The Korea Institute of Machinery and Materials (KIMM), under the Ministry of Science and ICT, said on Tuesday its research team has developed a robot-assisted technology to take samples needed for diagnostic testing without contact between a doctor and a patient.
|A researcher demonstrates how to use the robot to collect a specimen from a patient’s upper respiratory tract remotely. (Credit: Korea Institute of Machinery and Materials)|
The research team of Dr. Seo Joon-ho at the Medical Device Lab of The Daegu Convergence Technology Research Center under the KIMM created the technology jointly with the team of Professor Kim Nam-hee of Dongguk University College of Medicine.
The robot-assisted remote sampling consists of “a master device” for the doctor and “a slave robot” for the patient.
The slave robot has a disposable swab that takes the patient’s sample through the nose and mouth. The doctor uses the master device to control the slave robot and take the specimen.
The swab for sampling, mounted on to the slave robot, can move up and down and left and right, or rotate. The researchers applied remote control technology of the parallel robot to collecting samples remotely.
The doctor can move the robot while checking the position of the nostril, the mouth, and the swab with camera images.
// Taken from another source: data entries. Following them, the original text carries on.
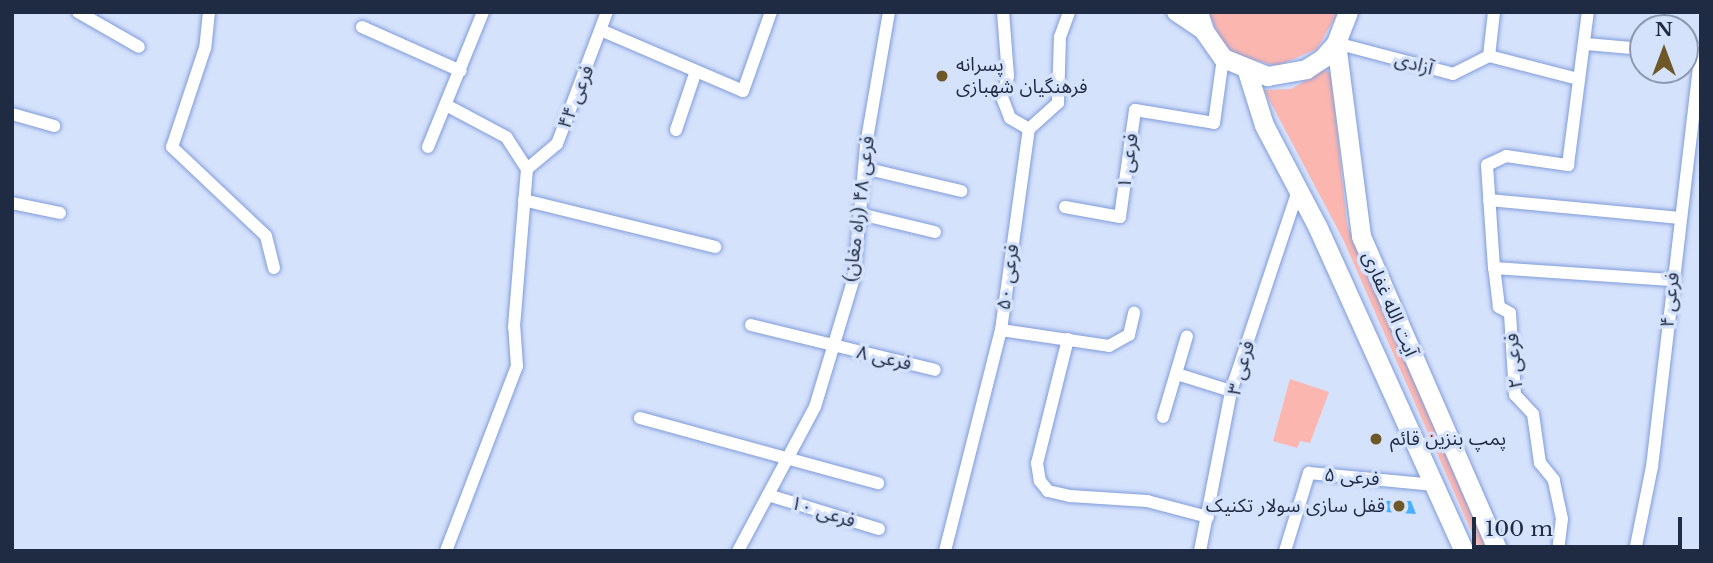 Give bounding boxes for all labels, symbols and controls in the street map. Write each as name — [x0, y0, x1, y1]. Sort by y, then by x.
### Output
north arrow — [1629, 14, 1699, 84]
text: N — [1655, 18, 1673, 41]
street label: آزادی — [1392, 48, 1436, 80]
place label: پسرانه فرهنگیان شهبازی — [956, 54, 1087, 98]
street label: فرعی ۴۴ — [553, 62, 599, 132]
marker: پسرانه فرهنگیان شهبازی — [934, 68, 950, 84]
street label: فرعی ۱ — [1113, 132, 1143, 190]
street label: فرعی ۴۸ (راه مغان) — [839, 135, 879, 283]
street label: فرعی ۵۰ — [992, 243, 1024, 311]
street label: آیت الله غفاری — [1358, 248, 1422, 360]
street label: فرعی ۴ — [1656, 271, 1684, 329]
street label: فرعی ۲ — [1500, 332, 1528, 390]
street label: فرعی ۳ — [1222, 338, 1260, 398]
street label: فرعی ۸ — [854, 341, 914, 375]
place label: پمپ بنزین قائم — [1390, 428, 1506, 450]
marker: پمپ بنزین قائم — [1368, 431, 1384, 447]
street label: فرعی ۵ — [1323, 463, 1381, 491]
street label: فرعی ۱۰ — [788, 491, 858, 533]
place label: قفل سازی سولار تکنیک — [1206, 495, 1385, 517]
marker: قفل سازی سولار تکنیک — [1391, 498, 1407, 514]
scale bar — [1475, 504, 1685, 548]
text: 100 m — [1485, 516, 1553, 542]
The user can also remotely adjust the power when inserting the swab and talk to the patient via video.
Using the system to collect a specimen without contact with a patient can significantly reduce medical professionals’ risk of infection of a highly contagious virus, such as Covid-19, the researchers said.
They can make the robot, as small as the size of a face, with a low cost, and it will be highly useful in clinical settings.
“I hope this technology will be used as one of the methods for collecting non-face-to-face samples of high-risk infectious diseases, including Covid-19, to prevent the spread of infectious diseases in a safe medical environment,” Professor Seo said.
Professor Kim of Dongguk University said the system would minimize the inconvenience of doctors’ wearing protective gear when taking specimens. “It is expected to be clinically useful for the diagnosis of infectious diseases in the future,” he added.